» **Task brief**
For this exercise, please reproduce the records below word for word, from the first line through the line with "Draw a box around all labels, symbols".

» **Stored data**

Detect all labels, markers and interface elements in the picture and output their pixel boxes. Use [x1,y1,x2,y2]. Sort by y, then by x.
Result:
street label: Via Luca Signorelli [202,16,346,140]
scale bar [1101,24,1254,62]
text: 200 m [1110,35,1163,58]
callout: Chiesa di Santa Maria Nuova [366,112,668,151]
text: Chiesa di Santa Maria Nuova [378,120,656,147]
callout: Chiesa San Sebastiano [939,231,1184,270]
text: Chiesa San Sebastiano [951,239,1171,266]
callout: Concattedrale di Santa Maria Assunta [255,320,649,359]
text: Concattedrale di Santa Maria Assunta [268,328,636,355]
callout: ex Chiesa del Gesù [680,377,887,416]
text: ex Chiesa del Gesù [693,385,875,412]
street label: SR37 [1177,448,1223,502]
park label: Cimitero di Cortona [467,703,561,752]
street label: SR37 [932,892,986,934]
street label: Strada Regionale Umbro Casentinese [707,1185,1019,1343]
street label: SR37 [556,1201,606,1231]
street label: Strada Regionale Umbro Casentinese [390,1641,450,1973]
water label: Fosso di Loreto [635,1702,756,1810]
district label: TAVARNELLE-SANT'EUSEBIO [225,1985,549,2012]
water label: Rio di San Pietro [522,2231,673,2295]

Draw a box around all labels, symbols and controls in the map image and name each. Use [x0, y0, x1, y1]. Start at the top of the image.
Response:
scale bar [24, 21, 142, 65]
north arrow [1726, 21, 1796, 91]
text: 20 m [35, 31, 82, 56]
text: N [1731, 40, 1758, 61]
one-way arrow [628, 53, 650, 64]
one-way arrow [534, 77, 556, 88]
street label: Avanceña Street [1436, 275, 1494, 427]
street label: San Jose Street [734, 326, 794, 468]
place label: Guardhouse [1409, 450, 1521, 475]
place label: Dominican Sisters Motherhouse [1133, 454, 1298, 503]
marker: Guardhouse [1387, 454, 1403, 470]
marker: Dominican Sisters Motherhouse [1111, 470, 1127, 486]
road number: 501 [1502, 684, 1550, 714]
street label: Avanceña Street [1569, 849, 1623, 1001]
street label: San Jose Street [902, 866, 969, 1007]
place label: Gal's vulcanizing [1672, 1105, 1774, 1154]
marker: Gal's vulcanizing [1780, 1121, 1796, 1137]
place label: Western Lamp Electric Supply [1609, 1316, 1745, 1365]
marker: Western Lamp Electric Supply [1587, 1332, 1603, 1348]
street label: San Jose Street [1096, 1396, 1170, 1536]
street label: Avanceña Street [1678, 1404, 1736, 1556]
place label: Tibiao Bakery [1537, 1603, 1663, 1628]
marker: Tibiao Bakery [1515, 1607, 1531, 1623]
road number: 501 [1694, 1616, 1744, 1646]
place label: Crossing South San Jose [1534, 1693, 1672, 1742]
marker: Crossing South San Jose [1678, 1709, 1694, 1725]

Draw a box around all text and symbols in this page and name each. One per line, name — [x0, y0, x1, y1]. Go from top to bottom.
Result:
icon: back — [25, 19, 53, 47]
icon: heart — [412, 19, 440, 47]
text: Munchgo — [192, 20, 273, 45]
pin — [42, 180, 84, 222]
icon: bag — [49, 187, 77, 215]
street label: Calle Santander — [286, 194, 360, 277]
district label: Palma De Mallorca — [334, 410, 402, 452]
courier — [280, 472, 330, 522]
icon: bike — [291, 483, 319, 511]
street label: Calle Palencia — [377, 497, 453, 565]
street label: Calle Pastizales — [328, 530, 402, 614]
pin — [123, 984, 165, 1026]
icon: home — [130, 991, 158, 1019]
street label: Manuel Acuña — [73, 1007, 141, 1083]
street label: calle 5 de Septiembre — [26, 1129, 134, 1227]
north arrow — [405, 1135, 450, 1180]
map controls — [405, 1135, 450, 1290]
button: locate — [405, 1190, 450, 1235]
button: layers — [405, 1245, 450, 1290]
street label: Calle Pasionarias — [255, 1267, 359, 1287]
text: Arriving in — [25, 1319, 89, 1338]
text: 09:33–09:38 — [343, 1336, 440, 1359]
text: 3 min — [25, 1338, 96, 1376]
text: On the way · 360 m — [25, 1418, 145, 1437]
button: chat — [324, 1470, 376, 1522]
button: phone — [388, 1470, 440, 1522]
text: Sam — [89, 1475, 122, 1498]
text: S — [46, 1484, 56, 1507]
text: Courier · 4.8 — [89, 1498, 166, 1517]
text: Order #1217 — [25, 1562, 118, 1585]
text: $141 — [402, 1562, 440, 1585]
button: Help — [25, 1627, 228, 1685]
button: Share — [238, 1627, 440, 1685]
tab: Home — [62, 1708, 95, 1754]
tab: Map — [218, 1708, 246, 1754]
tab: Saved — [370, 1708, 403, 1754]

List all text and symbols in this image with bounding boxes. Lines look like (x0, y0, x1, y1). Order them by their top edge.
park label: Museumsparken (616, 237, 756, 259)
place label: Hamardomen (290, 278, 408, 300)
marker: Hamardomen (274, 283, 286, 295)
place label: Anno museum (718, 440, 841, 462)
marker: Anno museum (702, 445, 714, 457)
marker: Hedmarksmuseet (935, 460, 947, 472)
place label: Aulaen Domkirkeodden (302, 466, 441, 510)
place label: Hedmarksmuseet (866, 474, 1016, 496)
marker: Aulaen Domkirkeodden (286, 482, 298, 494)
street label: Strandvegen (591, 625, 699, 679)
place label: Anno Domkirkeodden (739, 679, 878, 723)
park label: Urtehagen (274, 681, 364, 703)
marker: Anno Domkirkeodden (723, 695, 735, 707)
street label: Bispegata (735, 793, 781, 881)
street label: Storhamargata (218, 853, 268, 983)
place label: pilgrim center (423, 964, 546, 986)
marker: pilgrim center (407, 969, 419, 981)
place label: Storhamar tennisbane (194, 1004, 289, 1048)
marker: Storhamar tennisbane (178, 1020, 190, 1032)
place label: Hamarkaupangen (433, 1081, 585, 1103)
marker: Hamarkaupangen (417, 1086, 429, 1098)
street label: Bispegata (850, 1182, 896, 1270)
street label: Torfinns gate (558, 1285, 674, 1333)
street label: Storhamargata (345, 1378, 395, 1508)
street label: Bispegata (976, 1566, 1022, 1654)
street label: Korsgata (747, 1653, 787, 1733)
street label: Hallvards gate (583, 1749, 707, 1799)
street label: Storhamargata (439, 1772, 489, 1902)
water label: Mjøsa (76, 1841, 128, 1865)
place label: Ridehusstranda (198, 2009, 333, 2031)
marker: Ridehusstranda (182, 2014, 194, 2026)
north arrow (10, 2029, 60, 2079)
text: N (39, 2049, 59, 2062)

» **Written solution**
Detect all labels, markers and interface elements in the picture and output their pixel boxes. Use [x1,y1,x2,y2]. Sort by y, then by x.
Result:
street label: Via Luca Signorelli [202,16,346,140]
scale bar [1101,24,1254,62]
text: 200 m [1110,35,1163,58]
callout: Chiesa di Santa Maria Nuova [366,112,668,151]
text: Chiesa di Santa Maria Nuova [378,120,656,147]
callout: Chiesa San Sebastiano [939,231,1184,270]
text: Chiesa San Sebastiano [951,239,1171,266]
callout: Concattedrale di Santa Maria Assunta [255,320,649,359]
text: Concattedrale di Santa Maria Assunta [268,328,636,355]
callout: ex Chiesa del Gesù [680,377,887,416]
text: ex Chiesa del Gesù [693,385,875,412]
street label: SR37 [1177,448,1223,502]
park label: Cimitero di Cortona [467,703,561,752]
street label: SR37 [932,892,986,934]
street label: Strada Regionale Umbro Casentinese [707,1185,1019,1343]
street label: SR37 [556,1201,606,1231]
street label: Strada Regionale Umbro Casentinese [390,1641,450,1973]
water label: Fosso di Loreto [635,1702,756,1810]
district label: TAVARNELLE-SANT'EUSEBIO [225,1985,549,2012]
water label: Rio di San Pietro [522,2231,673,2295]

Draw a box around all labels, symbols and controls in the map image and name each. Use [x0, y0, x1, y1]. Start at the top of the image.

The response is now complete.